Royal National Academy of Pharmacy
- Arms of the Royal National Academy of Pharmacy
- Abbreviation: RANF
- Formation: 21 August 1737; 289 years ago
- Type: academy
- Location: Madrid, Spain;
- Region served: Spain
- Protector: Felipe VI (as King of Spain)
- President: Antonio Luis Doadrio Villarejo (since 2019)
- Parent organization: Institute of Spain
- Website: ranf.com

= Royal National Academy of Pharmacy (Spain) =

The Royal National Academy of Pharmacy (Spanish: Real Academia Nacional de Farmacia) is a learned society located in Madrid, Spain. It is focused on research and study in the sphere of pharmacy, as well as advising national and international authorities. Its headquarters were declared Bien de Interés Cultural in 1997.

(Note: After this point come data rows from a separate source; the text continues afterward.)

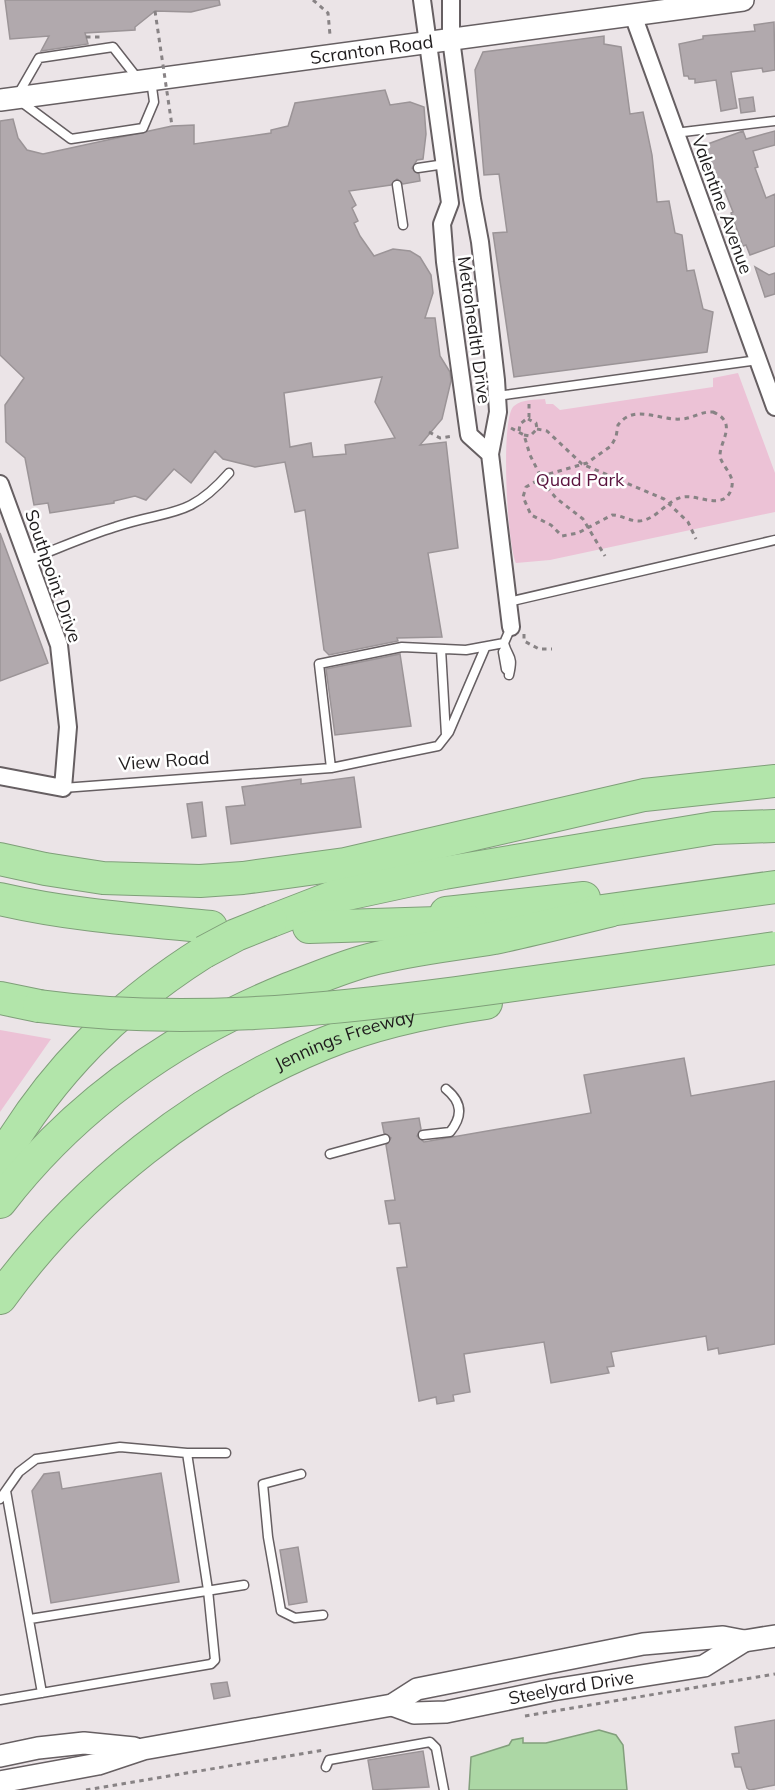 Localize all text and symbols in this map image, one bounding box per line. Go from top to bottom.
street label: Scranton Road [309,30,435,69]
street label: Valentine Avenue [687,133,758,277]
street label: Metrohealth Drive [453,255,496,405]
park label: Quad Park [536,468,625,491]
street label: Southpoint Drive [20,506,87,645]
street label: View Road [118,746,210,775]
street label: Jennings Freeway [271,1004,418,1075]
street label: Steelyard Drive [506,1665,636,1710] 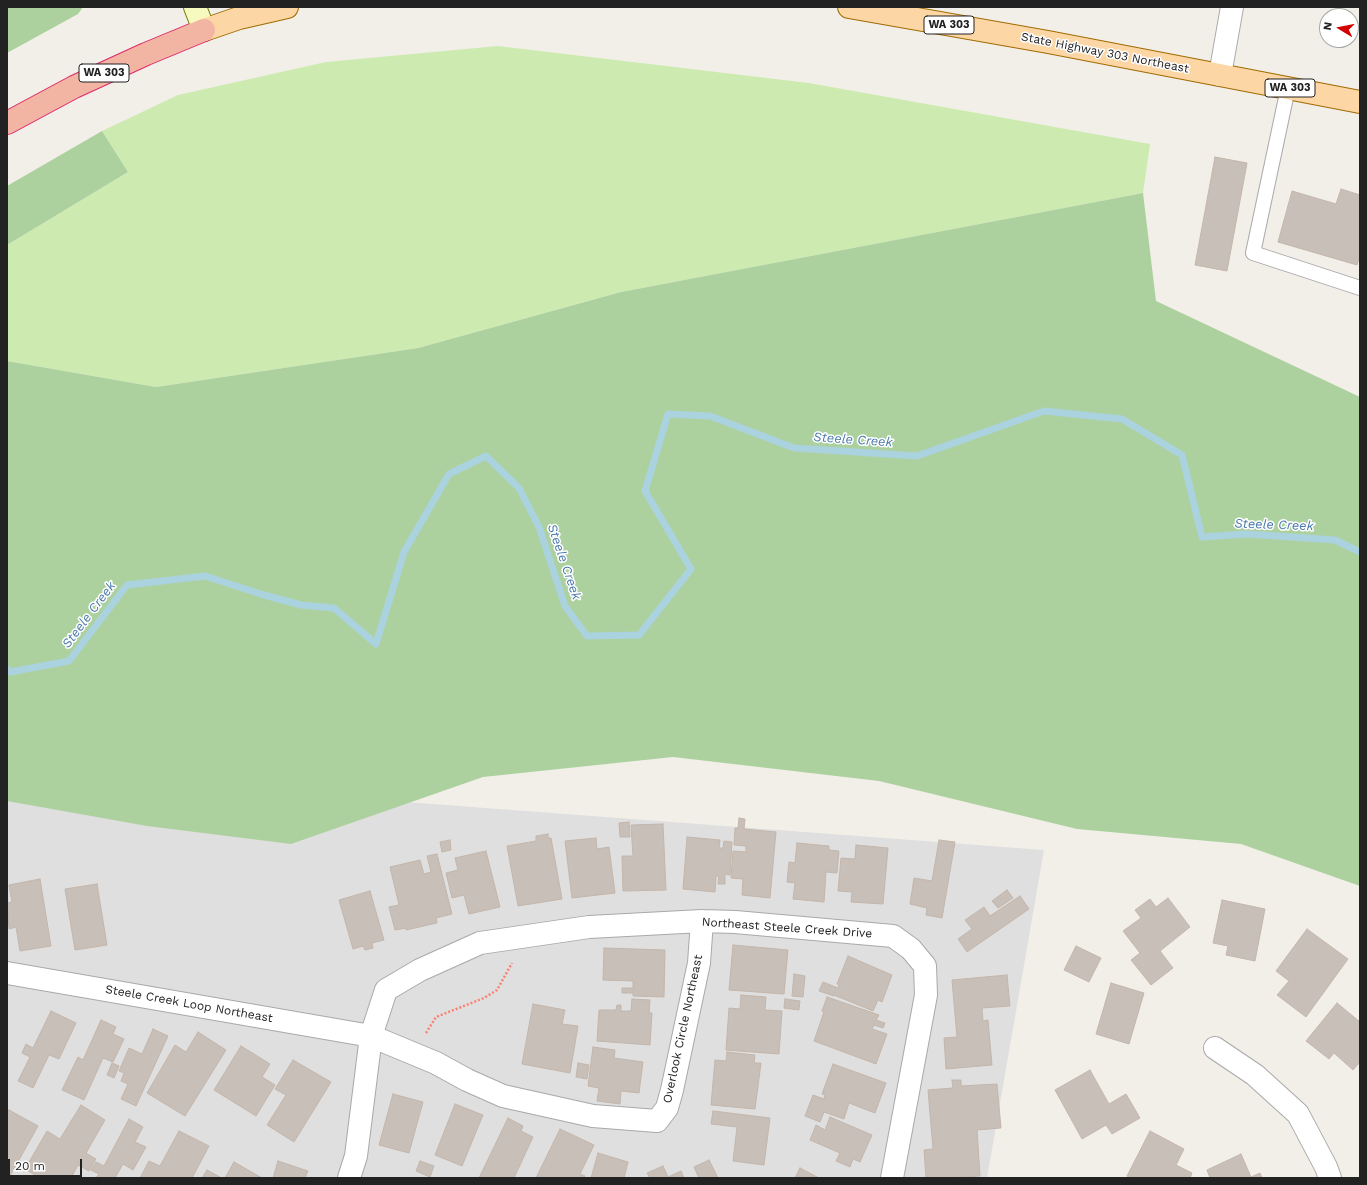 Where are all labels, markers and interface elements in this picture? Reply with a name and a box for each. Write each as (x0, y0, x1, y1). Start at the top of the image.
north arrow (1319, 8, 1359, 48)
road number: WA 303 (924, 16, 974, 34)
text: N (1321, 21, 1335, 31)
street label: State Highway 303 Northeast (1020, 30, 1190, 76)
road number: WA 303 (79, 64, 129, 82)
road number: WA 303 (1265, 79, 1315, 97)
water label: Steele Creek (813, 429, 893, 451)
water label: Steele Creek (1234, 516, 1314, 534)
water label: Steele Creek (544, 522, 584, 602)
water label: Steele Creek (59, 579, 119, 651)
street label: Northeast Steele Creek Drive (701, 915, 873, 941)
street label: Overlook Circle Northeast (660, 953, 706, 1105)
street label: Steele Creek Loop Northeast (104, 982, 274, 1026)
scale bar (10, 1151, 84, 1177)
text: 20 m (15, 1159, 45, 1173) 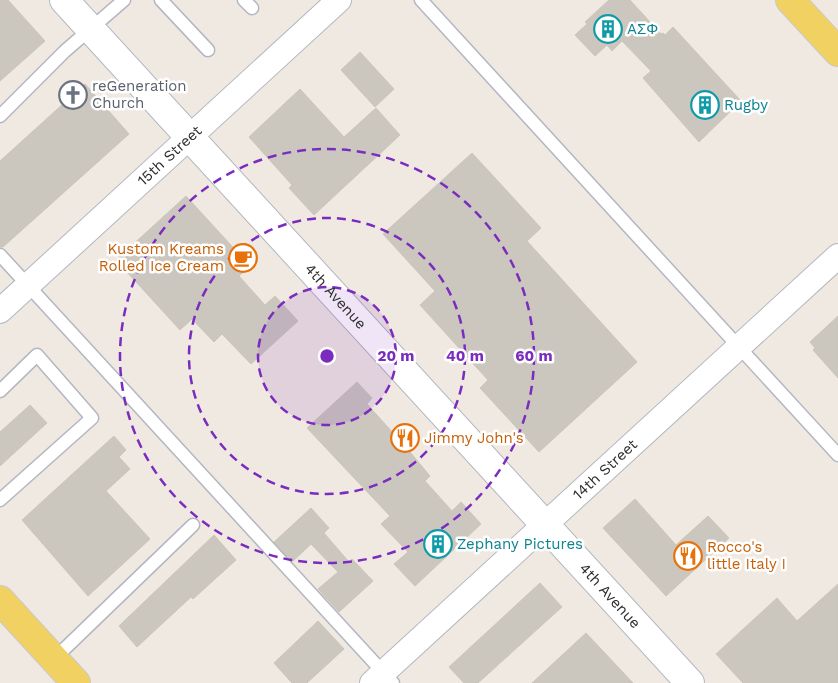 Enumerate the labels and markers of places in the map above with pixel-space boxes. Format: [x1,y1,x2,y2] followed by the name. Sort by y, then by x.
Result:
[593,14,623,44] building icon: AΣΦ
[627,20,658,38] place label: AΣΦ
[92,77,187,112] place label: reGeneration Church
[58,80,88,110] church icon: reGeneration Church
[690,90,720,120] building icon: Rugby
[724,96,768,114] place label: Rugby
[99,240,224,275] place label: Kustom Kreams Rolled Ice Cream
[228,243,258,273] cafe icon: Kustom Kreams Rolled Ice Cream
[318,347,336,365] centre of rings
[390,423,420,453] restaurant icon: Jimmy John's
[424,429,524,447] place label: Jimmy John's
[423,529,453,559] building icon: Zephany Pictures
[457,535,583,553] place label: Zephany Pictures
[707,538,786,573] place label: Rocco's little Italy I
[673,541,703,571] restaurant icon: Rocco's little Italy I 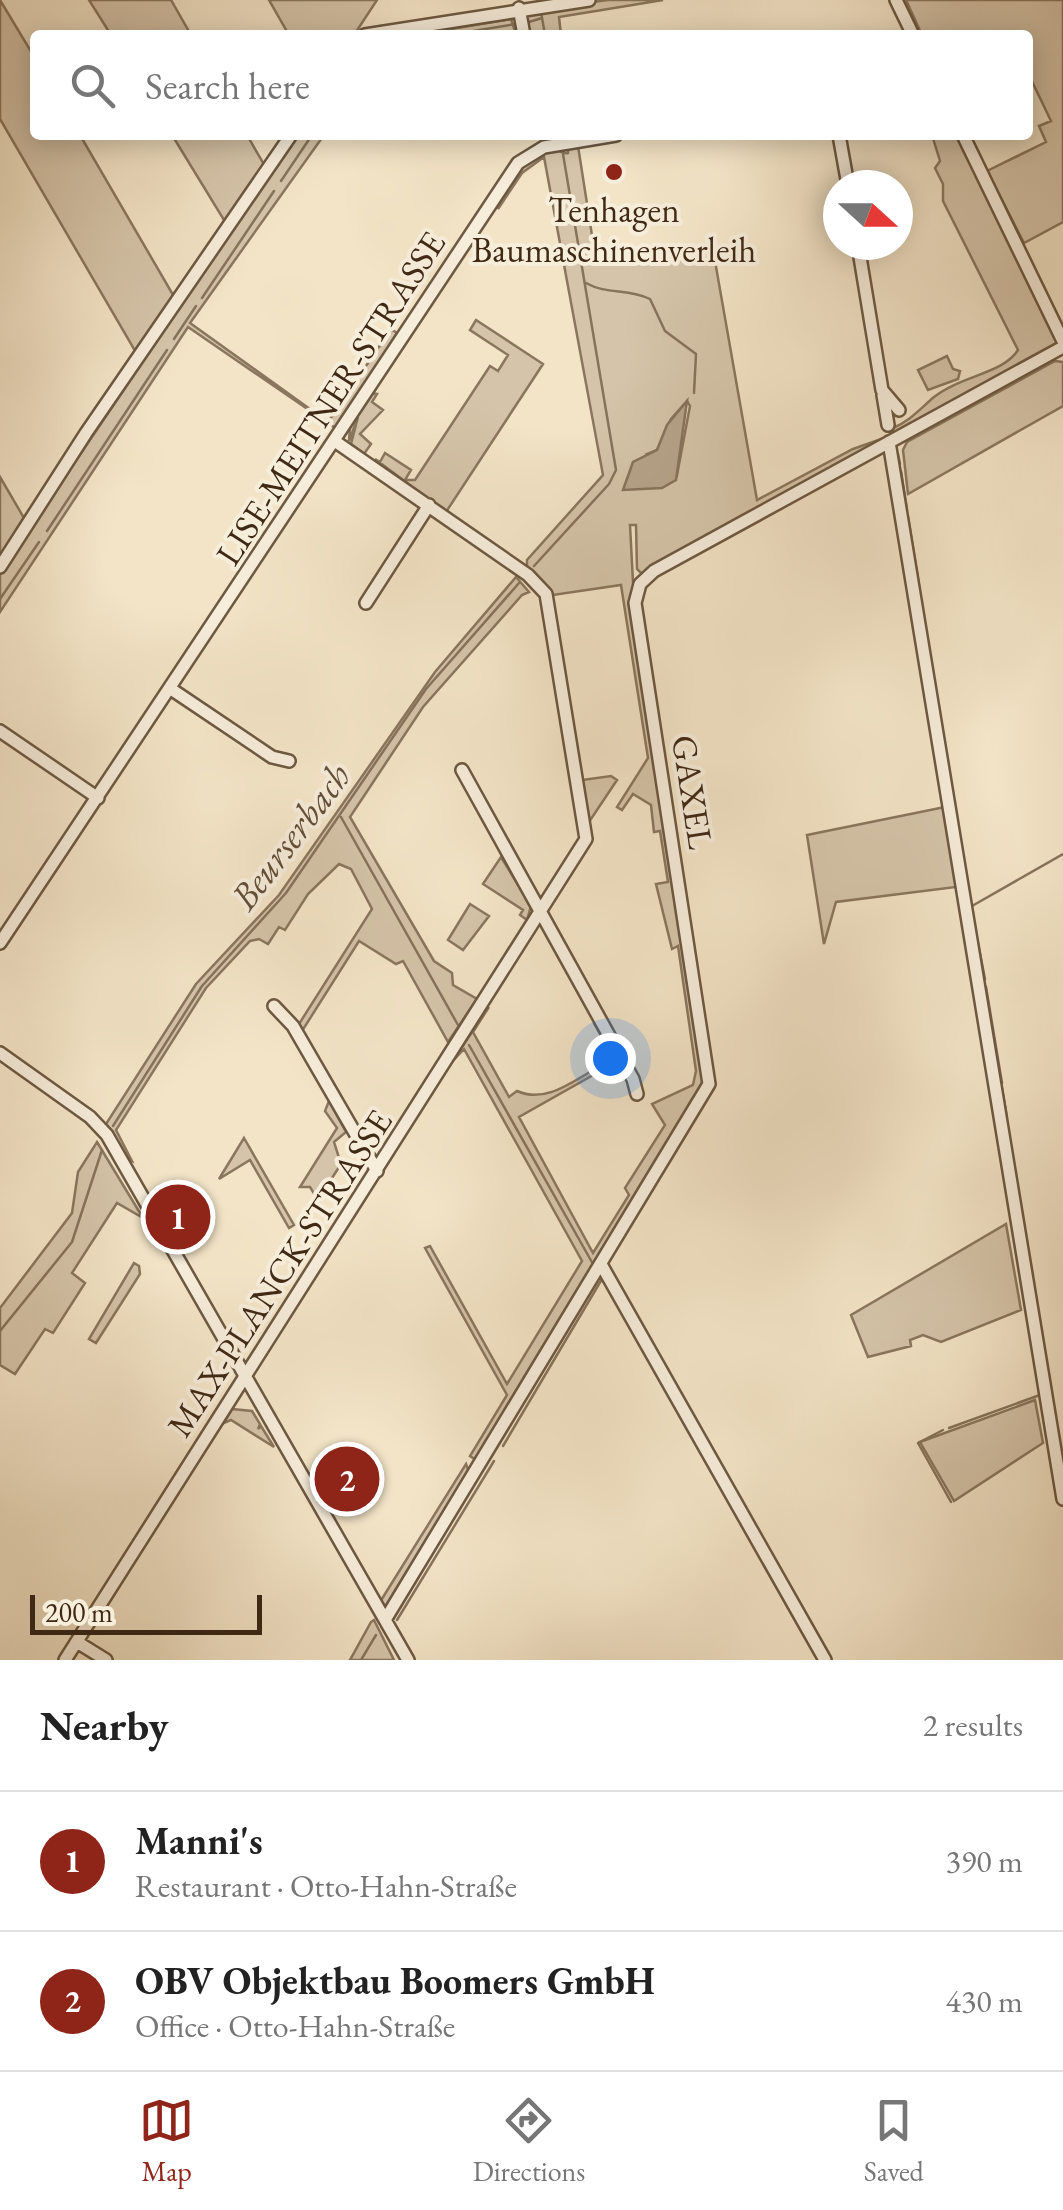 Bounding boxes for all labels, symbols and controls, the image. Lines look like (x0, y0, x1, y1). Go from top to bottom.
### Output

The royal academy dates back to 1737, when Felipe V established the "Royal College of Apothecaries of Madrid". The institution was formed from two old brotherhoods of Madrid apothecaries: Nuestra Señora San Lucas and Nuestra Señora de la Purificación, existing since 1589, and Nuestra Señora de los Desamparados, founded in 1654. Its current name dates back to the 1930s and was integrated in the Institute of Spain in 1946, in its first expansion, along with the Royal Academy of Jurisprudence and Legislation.